Passando sopra le differenze tra Portogallo, Irlanda, Grecia, Spagna (e Italia e Francia), gli squilibri commerciali e finanziari europei non si sono determinati solo a causa della stagnazione della domanda interna della Germania e del neomercantilismo esportatore del capitale tedesco, alla cui competitività contribuivano le differenze dei cambi reali (quali risultano dai diversi tassi d’inflazione nell’eurozona).
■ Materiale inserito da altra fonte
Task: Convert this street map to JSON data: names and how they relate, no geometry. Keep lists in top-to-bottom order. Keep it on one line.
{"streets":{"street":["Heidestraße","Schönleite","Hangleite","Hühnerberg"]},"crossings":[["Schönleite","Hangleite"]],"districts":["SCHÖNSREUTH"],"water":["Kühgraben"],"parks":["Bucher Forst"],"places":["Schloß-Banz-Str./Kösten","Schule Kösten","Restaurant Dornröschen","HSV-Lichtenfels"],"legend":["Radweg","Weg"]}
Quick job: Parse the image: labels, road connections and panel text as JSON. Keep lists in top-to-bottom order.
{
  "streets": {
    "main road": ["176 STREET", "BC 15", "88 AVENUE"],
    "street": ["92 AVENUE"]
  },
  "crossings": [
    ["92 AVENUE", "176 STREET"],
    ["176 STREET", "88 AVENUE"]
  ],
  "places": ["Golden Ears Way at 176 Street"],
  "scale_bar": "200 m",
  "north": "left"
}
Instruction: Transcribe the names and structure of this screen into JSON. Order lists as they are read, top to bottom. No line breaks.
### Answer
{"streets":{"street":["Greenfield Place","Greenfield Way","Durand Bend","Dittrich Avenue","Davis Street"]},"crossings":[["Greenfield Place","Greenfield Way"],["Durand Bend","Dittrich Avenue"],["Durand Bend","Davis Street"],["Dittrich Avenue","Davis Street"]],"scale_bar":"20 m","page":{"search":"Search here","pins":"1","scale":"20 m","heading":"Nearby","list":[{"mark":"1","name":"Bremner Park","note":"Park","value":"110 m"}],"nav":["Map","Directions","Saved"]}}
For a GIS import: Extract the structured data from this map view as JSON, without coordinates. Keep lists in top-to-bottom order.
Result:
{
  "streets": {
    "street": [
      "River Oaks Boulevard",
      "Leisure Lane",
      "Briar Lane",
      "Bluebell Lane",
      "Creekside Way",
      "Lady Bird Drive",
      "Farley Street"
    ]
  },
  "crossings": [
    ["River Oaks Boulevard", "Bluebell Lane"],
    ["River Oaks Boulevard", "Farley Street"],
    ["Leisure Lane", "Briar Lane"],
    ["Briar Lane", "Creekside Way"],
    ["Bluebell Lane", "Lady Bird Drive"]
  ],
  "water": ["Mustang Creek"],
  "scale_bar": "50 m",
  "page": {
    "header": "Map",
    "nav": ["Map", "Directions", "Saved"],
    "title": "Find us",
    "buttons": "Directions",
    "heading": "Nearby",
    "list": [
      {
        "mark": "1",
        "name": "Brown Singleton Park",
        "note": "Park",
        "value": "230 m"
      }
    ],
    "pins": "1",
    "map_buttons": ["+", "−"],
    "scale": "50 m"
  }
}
Gli squilibri sono stati risultato anche della crescita relativamente più veloce della domanda interna di alcuni paesi, per l’appunto temporaneamente agevolata dalla moneta unica, dalla riduzione dei saggi d’interesse e dall’esportazione di capitale da parte della Germania, e non solo. Per comprendere la crisi occorre tener conto di entrambe le facce della medaglia, dei due poli che solo insieme costituiscono la contraddizione, nello stesso tempo la ragione della crescita (temporanea e localizzata) e della crisi dell’eurozona nei primi anni del XXI secolo. Che, non bisogna dimenticarlo, è stata innescata dalla crisi statunitense ed è parte della crisi complessiva dell’economia mondiale capitalistica. Eppure, la diagnosi ha il suo peso sulla validità della terapia: nel senso che la fuoriuscita dall’eurozona di per sé non assicura il rilancio della crescita e dell’occupazione, che i problemi cronici e strutturali del sistemi produttivi (capitalistici) nazionali siano risolti e che questo accada in tempi brevi; né pone al riparo da crisi conseguenti dall’avvitarsi di svalutazione e inflazione e neanche da svalutazioni competitive. Questi non sono rischi inventati dagli eurocrati e dai paladini dell’austerità, sono rischi assai concreti e reali.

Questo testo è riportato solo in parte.